Why do I want it. I know no call will come - it was a moment of weakness on M's part, I can tell. And while I am busy conjugating things in my mind that I want to happen, M will be moving on. Like normal.

Friday, July 27, 2007

Sad news


Chris' mom texted me a little while ago. Chris' beloved dog passed away this morning unexpected. She doesn't really know how. He got sick yesterday, and they were going to take him to the ER vet this morning, but B didn't make it to the truck.

It is completely shocking. Chris' brother E is picking him up from work and is going to tell him then. I am not sure how I feel about this. He will be by himself for about an hour after that and this will be the first time since stopping crack that something bad has happened.

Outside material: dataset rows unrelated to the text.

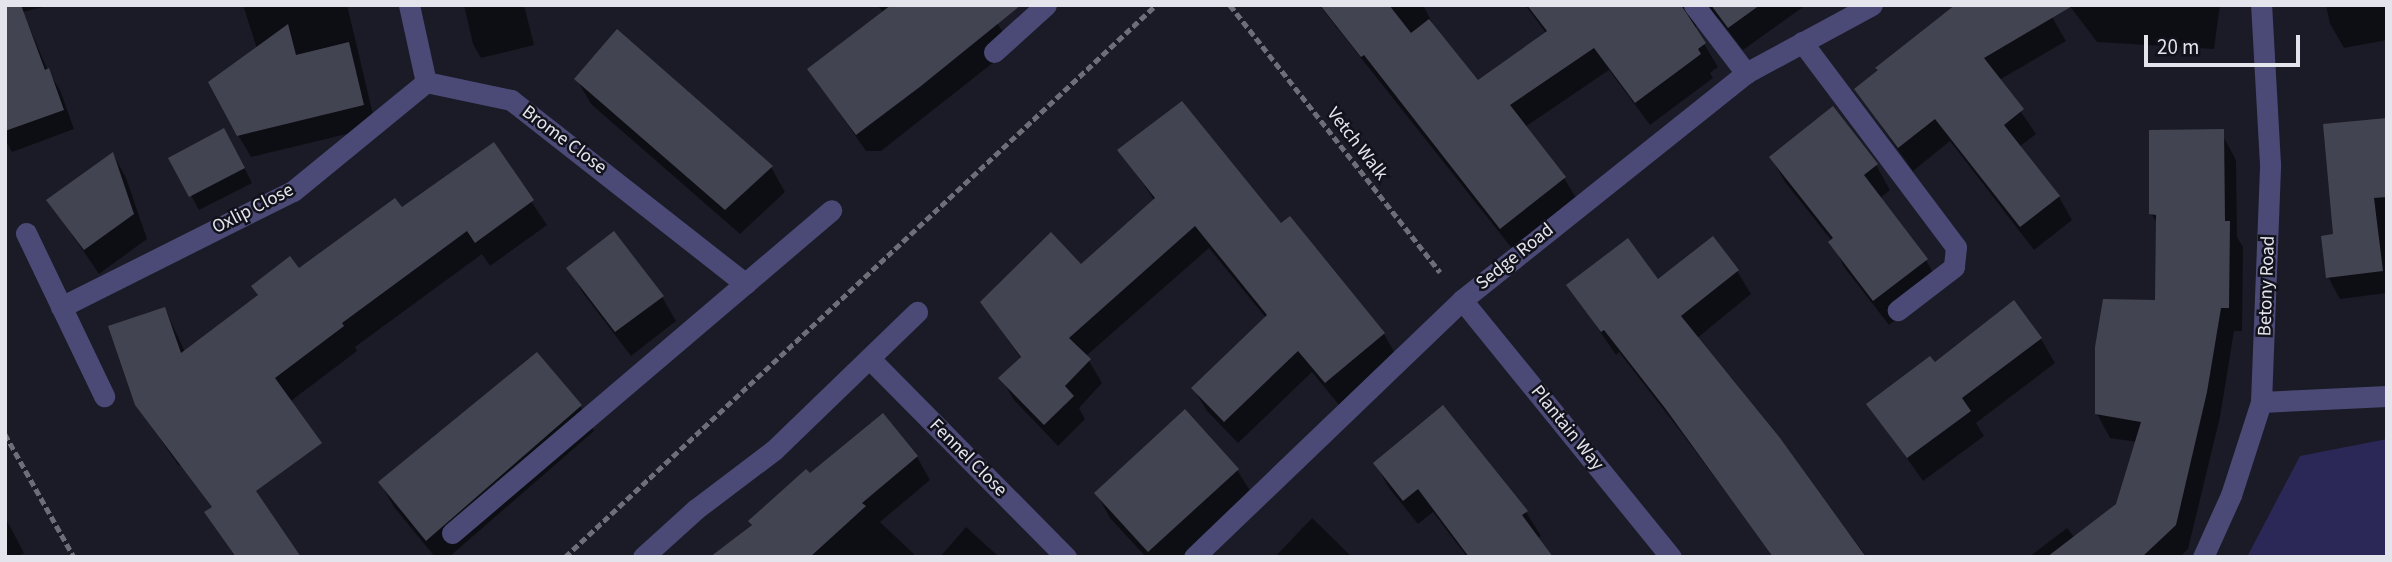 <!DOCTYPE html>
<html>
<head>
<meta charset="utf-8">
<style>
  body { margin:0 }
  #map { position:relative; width:2392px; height:562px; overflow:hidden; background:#1a1b26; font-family:"Source Sans 3",sans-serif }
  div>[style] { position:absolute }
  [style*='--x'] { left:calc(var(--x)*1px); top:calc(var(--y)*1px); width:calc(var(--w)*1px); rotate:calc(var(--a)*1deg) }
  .green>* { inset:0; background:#2b2858 }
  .shadow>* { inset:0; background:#0007 }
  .building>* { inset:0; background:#434451 }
  .path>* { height:4.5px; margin-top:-2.25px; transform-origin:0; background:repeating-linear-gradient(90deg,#6e6e78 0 7px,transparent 0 10.5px) }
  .minor>* { height:21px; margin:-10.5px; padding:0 10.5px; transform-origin:10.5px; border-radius:10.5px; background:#4b4a77 }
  span { translate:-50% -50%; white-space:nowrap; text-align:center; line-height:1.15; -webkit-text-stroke:5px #12121d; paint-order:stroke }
  .street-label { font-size:19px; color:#e4e4ec }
  .frame { position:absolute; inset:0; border:7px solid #e4e4ec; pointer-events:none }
  .scale { position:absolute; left:2144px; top:35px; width:156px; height:32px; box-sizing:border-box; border:4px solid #e4e4ec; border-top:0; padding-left:9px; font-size:21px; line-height:24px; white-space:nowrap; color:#e4e4ec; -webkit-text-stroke:5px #12121d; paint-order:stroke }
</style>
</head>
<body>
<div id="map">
  <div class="green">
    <i style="clip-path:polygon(2387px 439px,2387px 557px,2247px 557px,2300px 456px)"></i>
  </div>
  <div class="shadow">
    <i style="clip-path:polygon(5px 5px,52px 5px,23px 12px,48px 71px,60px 90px,74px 129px,12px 152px,5px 140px)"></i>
    <i style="clip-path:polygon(243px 5px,347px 5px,376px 127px,251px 157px,238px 135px,257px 49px)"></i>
    <i style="clip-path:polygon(464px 5px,524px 5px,534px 45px,481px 58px,473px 44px)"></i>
    <i style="clip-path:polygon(877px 5px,985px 5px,1013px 47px,881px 151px,866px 151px,809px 69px,884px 13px)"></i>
    <i style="clip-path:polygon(1319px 5px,1423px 5px,1436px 30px,1478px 82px,1546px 33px,1525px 5px,1806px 5px,1743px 50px,1720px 20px,1713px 16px,1700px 18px,1695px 29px,1718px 67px,1710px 73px,1713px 78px,1650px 125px,1609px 70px,1525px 127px,1564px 178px,1578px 201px,1514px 251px)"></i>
    <i style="clip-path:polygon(2045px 5px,2066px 41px,1999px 80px,2036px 134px,2019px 147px,2059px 197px,2072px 220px,2034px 250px,1950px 141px,1913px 171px,1856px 90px)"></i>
    <i style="clip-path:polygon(2069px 5px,2220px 5px,2214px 49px,2097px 42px)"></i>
    <i style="clip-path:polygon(2326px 5px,2387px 5px,2387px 40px,2344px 48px,2330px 24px)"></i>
    <i style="clip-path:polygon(577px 80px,771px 167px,785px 192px,740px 234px,591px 104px)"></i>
    <i style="clip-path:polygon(2387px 120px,2387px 293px,2340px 299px,2328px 277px,2335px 236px)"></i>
    <i style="clip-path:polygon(2223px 136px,2236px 160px,2237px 237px,2243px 247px,2242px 331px,2234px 331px,2220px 417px,2188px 549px,2180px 557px,2029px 557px,2067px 528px,2075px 538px,2118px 505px,2137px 442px,2110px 438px,2097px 414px,2157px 302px,2158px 225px,2151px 213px)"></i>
    <i style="clip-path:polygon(232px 144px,252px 183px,199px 210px,171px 158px)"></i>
    <i style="clip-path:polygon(493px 145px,547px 225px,490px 266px,482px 254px,355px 347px,357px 351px,275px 413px,179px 466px,136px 404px,165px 309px,185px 352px,259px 296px,401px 209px)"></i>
    <i style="clip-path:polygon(1120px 151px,1280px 225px,1289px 218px,1384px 334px,1397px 357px,1339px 405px,1312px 372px,1238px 443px,1207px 411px,1193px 388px,1266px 318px,1209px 248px,1086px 356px,1102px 383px,1079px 408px,1085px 419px,1058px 446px,1014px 400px,1001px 378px,1021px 359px,982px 302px,1081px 266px,1155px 201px)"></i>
    <i style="clip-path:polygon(113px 154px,126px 178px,147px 239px,99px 274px,49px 201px)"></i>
    <i style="clip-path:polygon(1771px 157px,1876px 165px,1890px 190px,1879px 199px,1926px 260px,1940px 285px,1889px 325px,1844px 267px,1832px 241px,1785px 182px)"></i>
    <i style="clip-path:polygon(569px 268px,662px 297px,676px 321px,631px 356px,583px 293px)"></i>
    <i style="clip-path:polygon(1737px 271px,1751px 294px,1696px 339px,1735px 382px,1867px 557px,1774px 557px,1681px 432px,1619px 352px,1616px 355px,1569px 286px,1658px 281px)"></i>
    <i style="clip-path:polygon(2041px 339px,2055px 363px,1976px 423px,1984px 436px,1923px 481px,1869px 404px,1934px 364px)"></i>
    <i style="clip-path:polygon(580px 406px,594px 431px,449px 557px,435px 557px,394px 507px,380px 482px)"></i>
    <i style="clip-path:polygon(882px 416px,917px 457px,930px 480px,880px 522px,917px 557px,713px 557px)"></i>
    <i style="clip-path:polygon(1375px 463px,1526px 512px,1541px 536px,1537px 538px,1551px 557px,1467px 557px,1433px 512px,1418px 524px,1389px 488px)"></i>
    <i style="clip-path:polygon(1237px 470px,1252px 494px,1184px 557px,1146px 557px,1110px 518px,1096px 493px)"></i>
    <i style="clip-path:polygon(5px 517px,24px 553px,17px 557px,5px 557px)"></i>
    <i style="clip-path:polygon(1312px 518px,1352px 557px,1275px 557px)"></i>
    <i style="clip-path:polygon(966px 527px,999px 557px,940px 557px)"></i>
  </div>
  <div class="building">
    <i style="clip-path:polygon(5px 5px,21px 5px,45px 70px,49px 68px,64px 110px,5px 131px)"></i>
    <i style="clip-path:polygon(891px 5px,1021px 5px,921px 86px,856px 135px,807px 69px)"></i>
    <i style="clip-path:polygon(1320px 5px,1389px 5px,1411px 33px,1429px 19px,1478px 80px,1547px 31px,1527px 5px,1681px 5px,1706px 43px,1698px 49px,1701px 54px,1635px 103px,1594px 48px,1510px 105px,1566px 177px,1500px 229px,1364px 55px,1361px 57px)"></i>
    <i style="clip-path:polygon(1711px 5px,1760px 5px,1728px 28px)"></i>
    <i style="clip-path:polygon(1955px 5px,2074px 5px,1984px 58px,2024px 109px,2004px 125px,2060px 196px,2020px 227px,1935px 119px,1898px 148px,1854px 89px,1878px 70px,1875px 68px)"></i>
    <i style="clip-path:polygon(288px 24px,296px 55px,349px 42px,364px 105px,237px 136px,208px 82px)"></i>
    <i style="clip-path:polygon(617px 29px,773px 166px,725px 210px,574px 79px)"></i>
    <i style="clip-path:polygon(1182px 101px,1281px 223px,1290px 216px,1385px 333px,1325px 383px,1298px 351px,1224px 422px,1191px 388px,1267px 315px,1195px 226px,1069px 338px,1091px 359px,1065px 386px,1074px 396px,1044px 425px,998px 378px,1021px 357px,980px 302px,1051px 232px,1081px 264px,1155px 198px,1117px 150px)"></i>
    <i style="clip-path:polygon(1833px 106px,1878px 164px,1864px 175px,1928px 259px,1873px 301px,1828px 242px,1833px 238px,1769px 157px)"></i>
    <i style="clip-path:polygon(2387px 118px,2387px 197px,2374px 198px,2383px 271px,2326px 278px,2321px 236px,2333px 234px,2323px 124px)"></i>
    <i style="clip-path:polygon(224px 128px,245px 168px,189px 197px,168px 158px)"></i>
    <i style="clip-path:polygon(2224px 129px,2225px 221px,2230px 221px,2229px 308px,2221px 308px,2207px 392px,2176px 525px,2142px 557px,2047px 557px,2116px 504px,2141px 422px,2095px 414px,2095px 347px,2103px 299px,2155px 300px,2156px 215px,2149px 214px,2149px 130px)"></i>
    <i style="clip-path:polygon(494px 142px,534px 200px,475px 243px,467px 231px,342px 323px,344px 326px,275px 378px,322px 443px,256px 491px,301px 557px,236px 557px,204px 512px,212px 507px,135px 405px,108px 326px,165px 307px,181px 353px,258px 295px,251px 286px,290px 256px,299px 268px,395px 198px,402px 207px)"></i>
    <i style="clip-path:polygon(113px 152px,134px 214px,84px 250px,46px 200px)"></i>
    <i style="clip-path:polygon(614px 231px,664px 296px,615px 332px,566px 268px)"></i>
    <i style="clip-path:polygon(1713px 236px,1739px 270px,1681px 316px,1780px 438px,1866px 557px,1773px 557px,1665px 408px,1604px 330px,1601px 332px,1566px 285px,1628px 238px,1658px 279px)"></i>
    <i style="clip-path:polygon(2014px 300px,2042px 338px,1962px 398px,1971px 411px,1907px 458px,1866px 404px,1930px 356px,1935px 362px)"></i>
    <i style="clip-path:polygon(537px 352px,582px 405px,426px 541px,378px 482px)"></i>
    <i style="clip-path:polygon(1443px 405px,1528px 511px,1522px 515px,1553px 557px,1469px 557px,1418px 489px,1403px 501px,1373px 463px)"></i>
    <i style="clip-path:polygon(1185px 409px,1239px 469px,1148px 552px,1094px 493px)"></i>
    <i style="clip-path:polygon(883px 413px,918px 456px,862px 503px,866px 506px,810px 557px,710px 557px,752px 525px,748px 521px,806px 469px,810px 473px)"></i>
  </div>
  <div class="path">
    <i style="--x:1230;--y:5;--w:340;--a:51.8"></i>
    <i style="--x:5;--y:434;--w:141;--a:60.7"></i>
    <i style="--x:565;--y:557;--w:809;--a:-43.05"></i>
  </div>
  <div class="minor">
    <i style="--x:409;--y:5;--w:79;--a:77.6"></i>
    <i style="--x:1694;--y:5;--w:86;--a:52.6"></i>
    <i style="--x:1802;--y:42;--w:256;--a:53.1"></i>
    <i style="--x:1956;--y:247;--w:20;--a:96"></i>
    <i style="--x:1954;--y:267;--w:71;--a:142.5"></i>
    <i style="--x:994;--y:52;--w:70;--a:-42.1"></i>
    <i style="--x:426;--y:82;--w:87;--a:12"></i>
    <i style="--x:511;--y:100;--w:298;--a:38.1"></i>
    <i style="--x:26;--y:233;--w:181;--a:64.4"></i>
    <i style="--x:1462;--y:300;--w:331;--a:50.9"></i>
    <i style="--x:61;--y:307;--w:259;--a:-26.6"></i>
    <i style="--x:293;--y:191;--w:172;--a:-39.3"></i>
    <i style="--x:870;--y:359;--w:279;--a:45.3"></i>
    <i style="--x:2261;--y:402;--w:126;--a:-2.7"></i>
    <i style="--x:452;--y:533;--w:498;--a:-40.4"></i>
    <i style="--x:643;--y:557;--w:72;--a:-42.2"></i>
    <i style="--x:696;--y:509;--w:98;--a:-37.1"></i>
    <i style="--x:774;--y:450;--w:199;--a:-44"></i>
    <i style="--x:1194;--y:557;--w:371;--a:-43.8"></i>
    <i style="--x:1462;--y:300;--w:364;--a:-38.6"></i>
    <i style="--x:1746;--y:73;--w:143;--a:-28.4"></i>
    <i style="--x:2203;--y:557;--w:68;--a:-65.7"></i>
    <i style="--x:2231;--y:495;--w:98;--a:-72.1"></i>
    <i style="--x:2261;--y:402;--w:238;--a:-87.8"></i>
    <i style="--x:2270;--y:164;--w:159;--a:-93.2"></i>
  </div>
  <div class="street-label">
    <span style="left:564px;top:140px;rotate:37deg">Brome Close</span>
    <span style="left:1357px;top:144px;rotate:52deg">Vetch Walk</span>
    <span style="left:253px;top:209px;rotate:-27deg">Oxlip Close</span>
    <span style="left:1515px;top:257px;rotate:-39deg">Sedge Road</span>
    <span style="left:2267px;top:286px;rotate:-88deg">Betony Road</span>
    <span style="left:1567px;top:428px;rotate:51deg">Plantain Way</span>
    <span style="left:968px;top:458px;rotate:45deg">Fennel Close</span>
  </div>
  <div class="frame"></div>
  <div class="scale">20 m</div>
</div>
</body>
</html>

I am hoping that he doesn't feel the need to go back to it.

It kind of scares me.

But I am so surprised. I didn't know I would be so emotional about it. I really liked the dog so much. He was so full of energy, and he was monstrous. We have taken him for walks and really enjoyed him.

And when we finally buy our first house, B was going to move in with us. It really is heartbreaking. I can't even imagine how I will be when my own sweet dog passes away.

Tuesday, June 26, 2007

My Prize

It's funny how the smallest, weirdest little things can make you smile. I was reading The Junkys Wife today, and saw that I was Rockin' Blogger Girl to her. It made me smile, reading that we should meet for coffee and that we could talk for hours and hours. I agree. It put a smile on my face to know that someone who has never even met me thought about me and the similarity of our situation and has empathy.

So thank you, Junkys Wife, for the great prize! I shall wear it proudly!